:: The records

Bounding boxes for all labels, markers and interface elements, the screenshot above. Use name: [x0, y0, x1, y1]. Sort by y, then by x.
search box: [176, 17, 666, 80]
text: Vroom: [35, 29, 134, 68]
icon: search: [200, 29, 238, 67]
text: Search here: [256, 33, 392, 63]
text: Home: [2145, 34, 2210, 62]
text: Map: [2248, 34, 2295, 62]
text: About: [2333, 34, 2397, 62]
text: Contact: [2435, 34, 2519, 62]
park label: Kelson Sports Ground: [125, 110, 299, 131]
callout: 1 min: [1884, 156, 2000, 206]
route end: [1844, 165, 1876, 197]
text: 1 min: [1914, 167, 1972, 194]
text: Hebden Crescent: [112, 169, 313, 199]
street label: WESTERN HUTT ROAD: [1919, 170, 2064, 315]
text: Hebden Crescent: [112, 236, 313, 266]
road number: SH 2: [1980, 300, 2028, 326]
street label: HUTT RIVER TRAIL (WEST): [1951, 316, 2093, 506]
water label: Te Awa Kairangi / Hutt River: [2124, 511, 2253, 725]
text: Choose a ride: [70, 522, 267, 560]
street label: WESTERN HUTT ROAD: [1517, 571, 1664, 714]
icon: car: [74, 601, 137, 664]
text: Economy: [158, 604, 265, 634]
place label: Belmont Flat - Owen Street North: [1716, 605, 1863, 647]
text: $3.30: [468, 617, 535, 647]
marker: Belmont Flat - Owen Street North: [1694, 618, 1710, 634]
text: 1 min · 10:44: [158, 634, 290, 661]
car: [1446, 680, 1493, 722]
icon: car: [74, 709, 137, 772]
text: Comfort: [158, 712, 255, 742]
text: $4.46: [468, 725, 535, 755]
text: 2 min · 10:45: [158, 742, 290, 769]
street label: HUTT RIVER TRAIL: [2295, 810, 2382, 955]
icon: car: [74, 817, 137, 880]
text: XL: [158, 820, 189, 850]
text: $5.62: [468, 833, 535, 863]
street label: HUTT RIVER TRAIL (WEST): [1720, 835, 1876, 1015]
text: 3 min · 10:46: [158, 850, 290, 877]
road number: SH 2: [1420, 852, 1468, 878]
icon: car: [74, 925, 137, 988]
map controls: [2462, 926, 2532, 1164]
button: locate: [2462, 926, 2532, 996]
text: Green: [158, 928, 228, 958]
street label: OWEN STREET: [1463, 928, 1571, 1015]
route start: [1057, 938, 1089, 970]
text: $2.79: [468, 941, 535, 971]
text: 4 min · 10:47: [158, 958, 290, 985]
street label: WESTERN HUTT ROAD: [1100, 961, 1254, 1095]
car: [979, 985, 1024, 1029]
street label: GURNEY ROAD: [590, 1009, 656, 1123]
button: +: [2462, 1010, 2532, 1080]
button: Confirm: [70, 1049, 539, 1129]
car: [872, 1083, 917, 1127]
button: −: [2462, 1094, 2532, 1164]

::::
:: The records

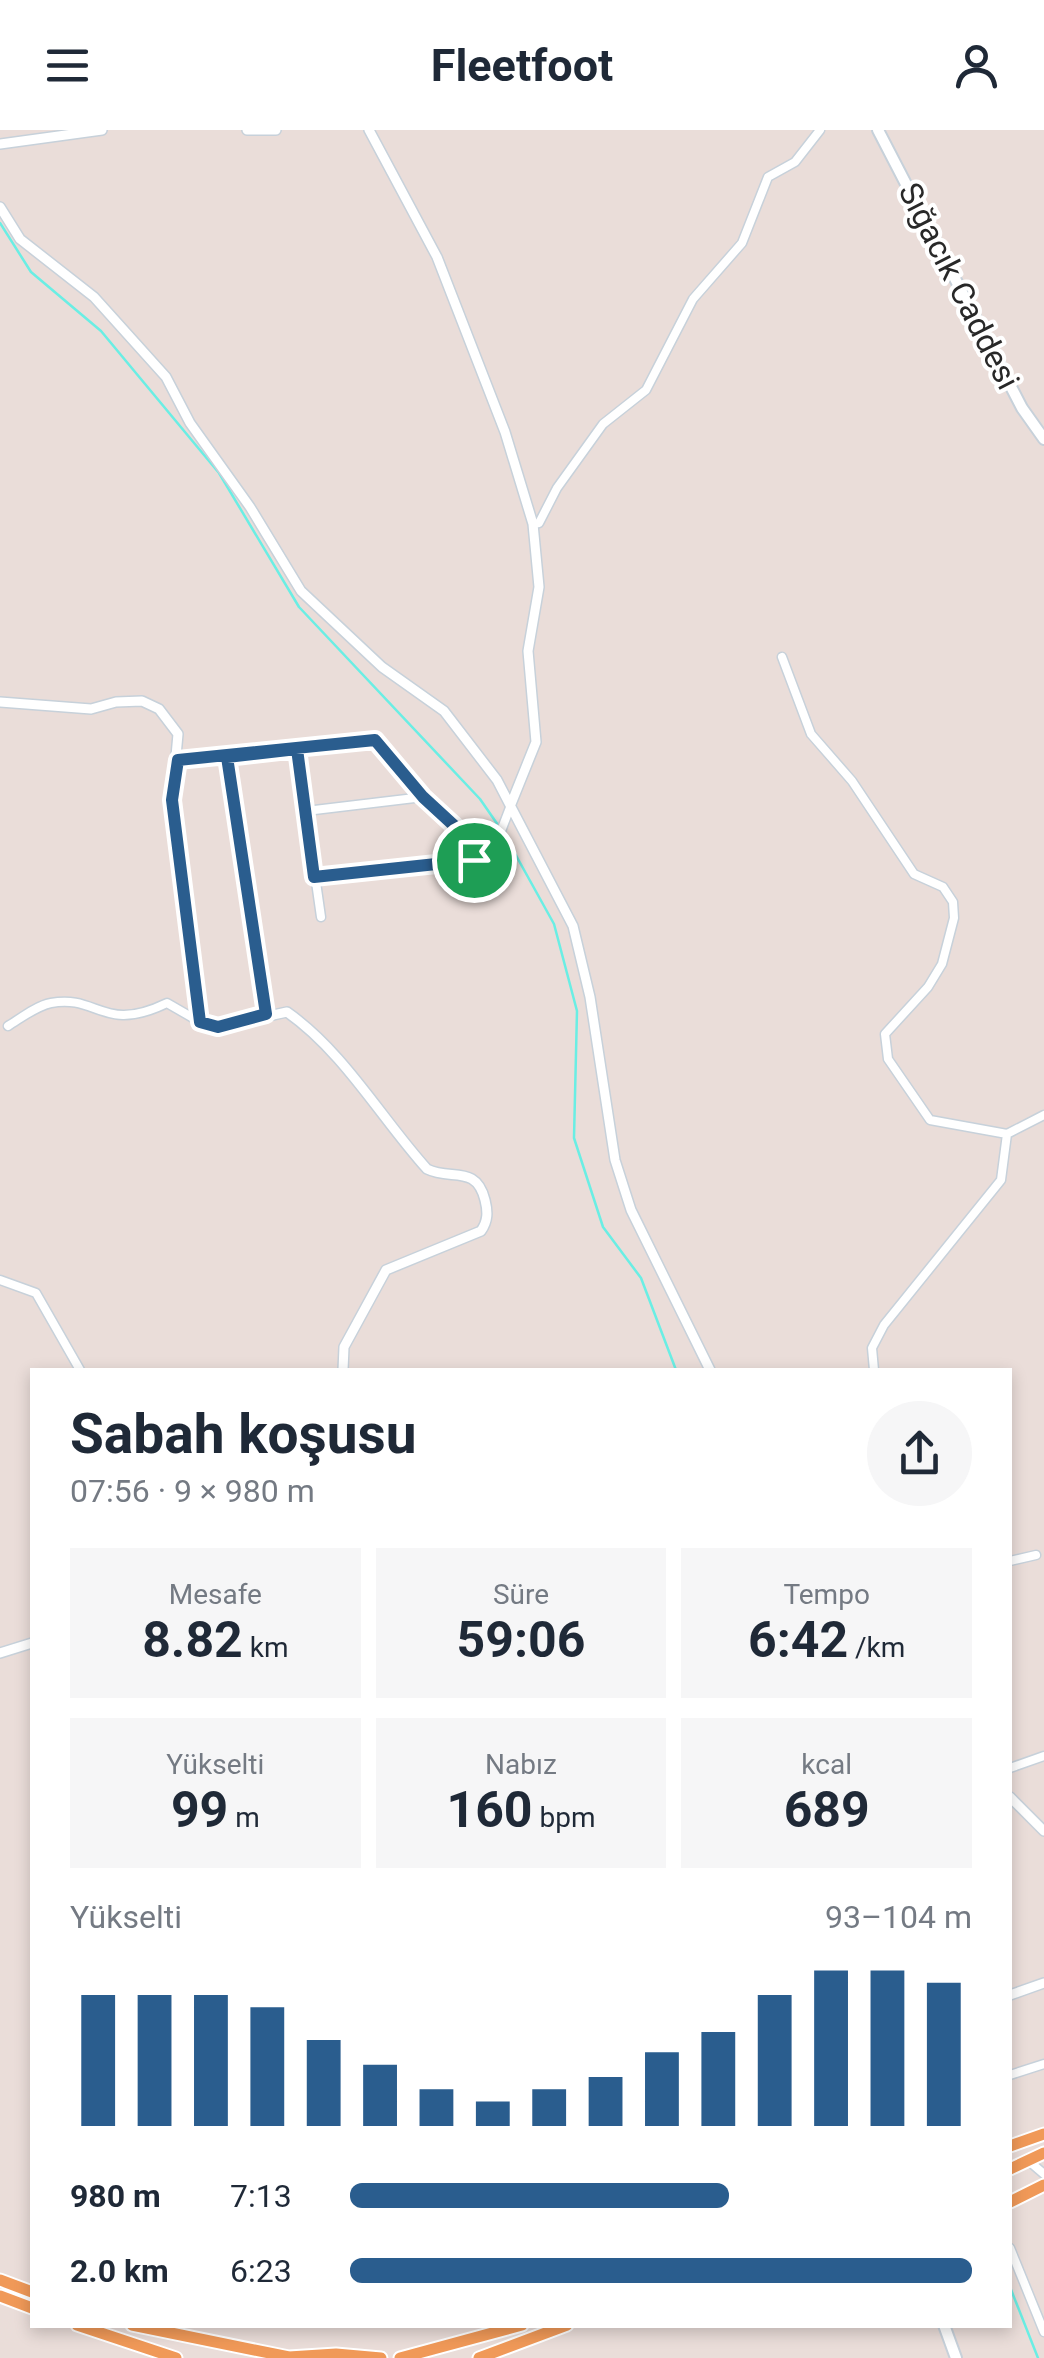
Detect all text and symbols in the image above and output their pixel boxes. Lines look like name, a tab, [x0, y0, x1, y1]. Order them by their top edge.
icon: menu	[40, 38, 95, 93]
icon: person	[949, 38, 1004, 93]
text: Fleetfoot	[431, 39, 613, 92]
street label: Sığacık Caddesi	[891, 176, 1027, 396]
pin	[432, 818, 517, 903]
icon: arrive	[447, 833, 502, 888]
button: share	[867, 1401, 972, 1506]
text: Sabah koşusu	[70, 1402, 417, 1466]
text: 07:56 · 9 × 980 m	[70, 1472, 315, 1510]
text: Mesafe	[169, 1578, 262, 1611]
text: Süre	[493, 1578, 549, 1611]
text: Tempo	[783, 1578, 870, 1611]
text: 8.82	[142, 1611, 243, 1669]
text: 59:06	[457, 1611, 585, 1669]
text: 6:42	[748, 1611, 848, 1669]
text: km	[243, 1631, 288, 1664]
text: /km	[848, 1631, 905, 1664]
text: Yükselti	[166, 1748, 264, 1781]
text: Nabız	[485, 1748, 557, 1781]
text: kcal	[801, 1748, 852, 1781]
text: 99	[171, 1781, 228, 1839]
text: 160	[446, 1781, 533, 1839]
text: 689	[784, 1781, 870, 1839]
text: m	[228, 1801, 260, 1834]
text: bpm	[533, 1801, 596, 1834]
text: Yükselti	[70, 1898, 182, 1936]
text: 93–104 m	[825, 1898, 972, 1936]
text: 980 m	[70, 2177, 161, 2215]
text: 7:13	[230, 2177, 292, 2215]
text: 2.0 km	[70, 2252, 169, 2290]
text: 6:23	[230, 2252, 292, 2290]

::::

* **Aim of the task**: Write only the number of lines in the data where the word "button" occurs.

* **Response to the task**: 5